• **WORK TASK**:
Give the number of lines in the data below where the word "geometry" appears, and nothing besides.

• **RECORDS SHOWN**:
-- Opening Marker --
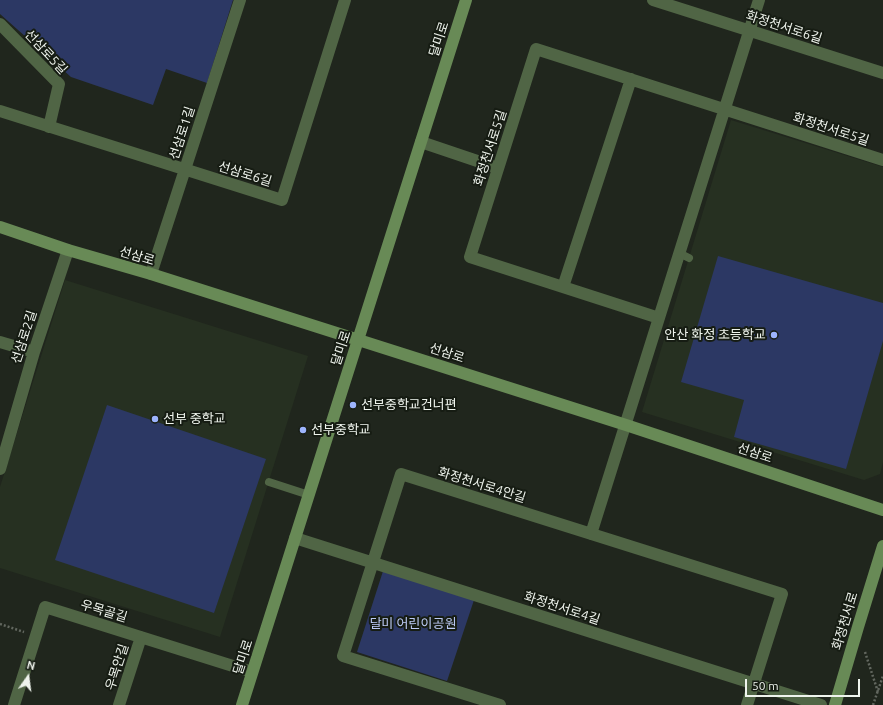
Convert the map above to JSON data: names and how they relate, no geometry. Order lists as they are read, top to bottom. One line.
-- Closing Marker --
-- Opening Marker --
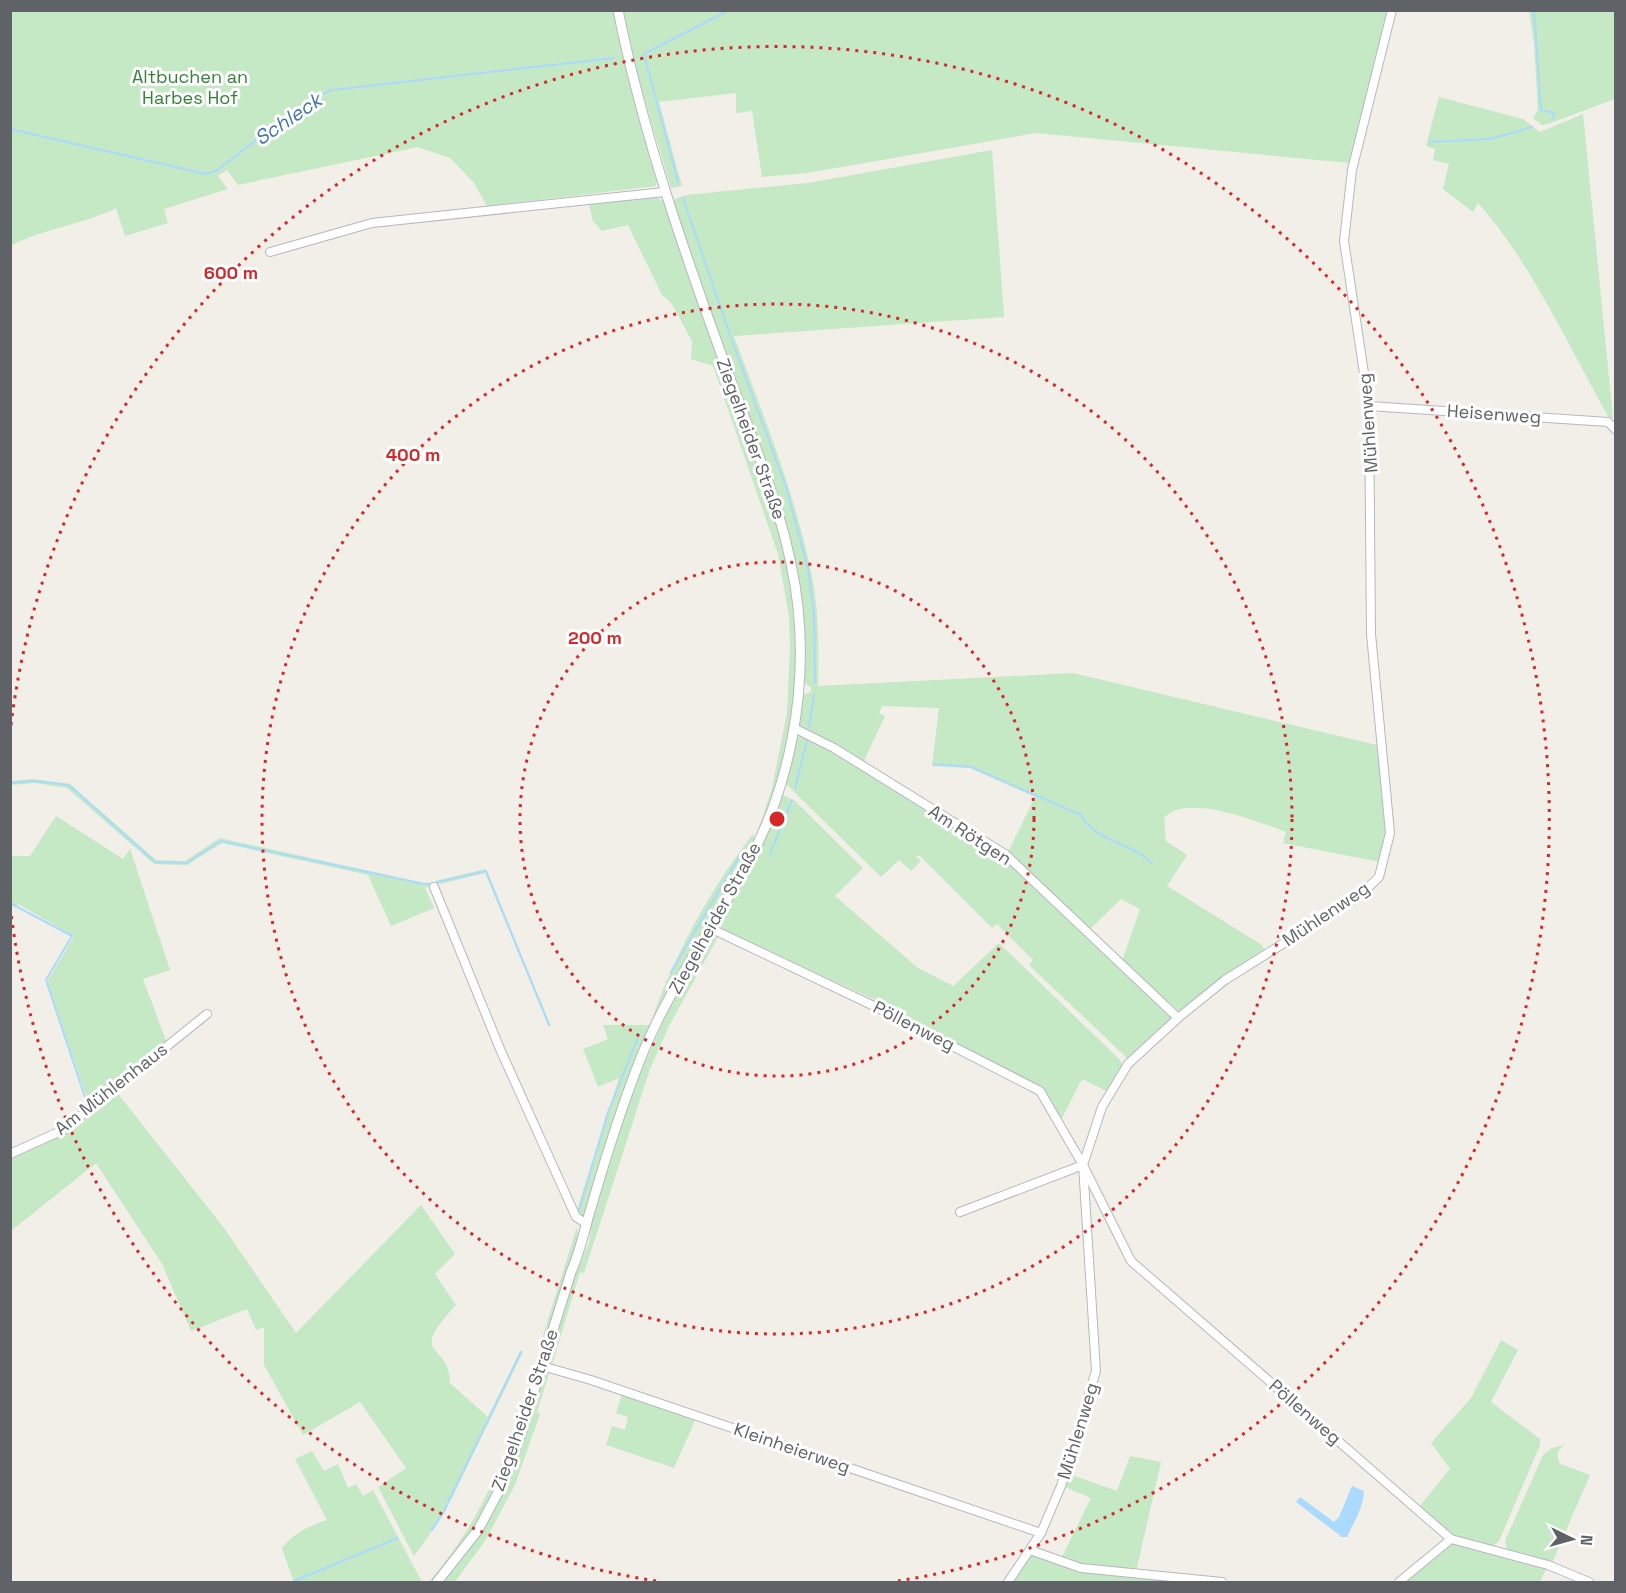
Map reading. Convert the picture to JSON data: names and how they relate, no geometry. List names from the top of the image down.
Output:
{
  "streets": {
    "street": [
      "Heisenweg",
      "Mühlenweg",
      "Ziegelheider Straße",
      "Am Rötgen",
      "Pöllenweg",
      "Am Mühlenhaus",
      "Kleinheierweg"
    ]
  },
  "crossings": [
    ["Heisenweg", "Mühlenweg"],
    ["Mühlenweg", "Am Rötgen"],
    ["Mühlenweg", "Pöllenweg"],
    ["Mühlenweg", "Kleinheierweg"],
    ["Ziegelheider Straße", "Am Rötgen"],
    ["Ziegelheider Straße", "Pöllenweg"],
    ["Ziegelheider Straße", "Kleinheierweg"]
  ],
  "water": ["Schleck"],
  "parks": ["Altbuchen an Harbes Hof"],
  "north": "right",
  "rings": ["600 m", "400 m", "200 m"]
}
-- Closing Marker --
-- Opening Marker --
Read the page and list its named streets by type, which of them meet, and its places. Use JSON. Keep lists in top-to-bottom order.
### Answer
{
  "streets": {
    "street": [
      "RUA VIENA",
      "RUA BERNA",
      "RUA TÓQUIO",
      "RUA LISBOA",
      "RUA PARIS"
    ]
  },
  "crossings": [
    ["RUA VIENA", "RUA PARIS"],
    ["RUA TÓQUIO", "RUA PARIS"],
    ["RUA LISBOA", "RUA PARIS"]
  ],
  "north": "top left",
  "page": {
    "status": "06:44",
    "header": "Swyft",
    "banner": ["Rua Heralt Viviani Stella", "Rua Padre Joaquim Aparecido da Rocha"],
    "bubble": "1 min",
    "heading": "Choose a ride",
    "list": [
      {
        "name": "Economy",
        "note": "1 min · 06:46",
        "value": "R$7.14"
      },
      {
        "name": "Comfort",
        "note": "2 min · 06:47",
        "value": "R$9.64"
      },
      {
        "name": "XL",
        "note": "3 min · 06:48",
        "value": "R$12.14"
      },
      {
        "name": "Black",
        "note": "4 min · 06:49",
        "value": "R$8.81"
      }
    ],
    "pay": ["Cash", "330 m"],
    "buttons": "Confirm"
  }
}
-- Closing Marker --
• **EXPECTED ANSWER**:
2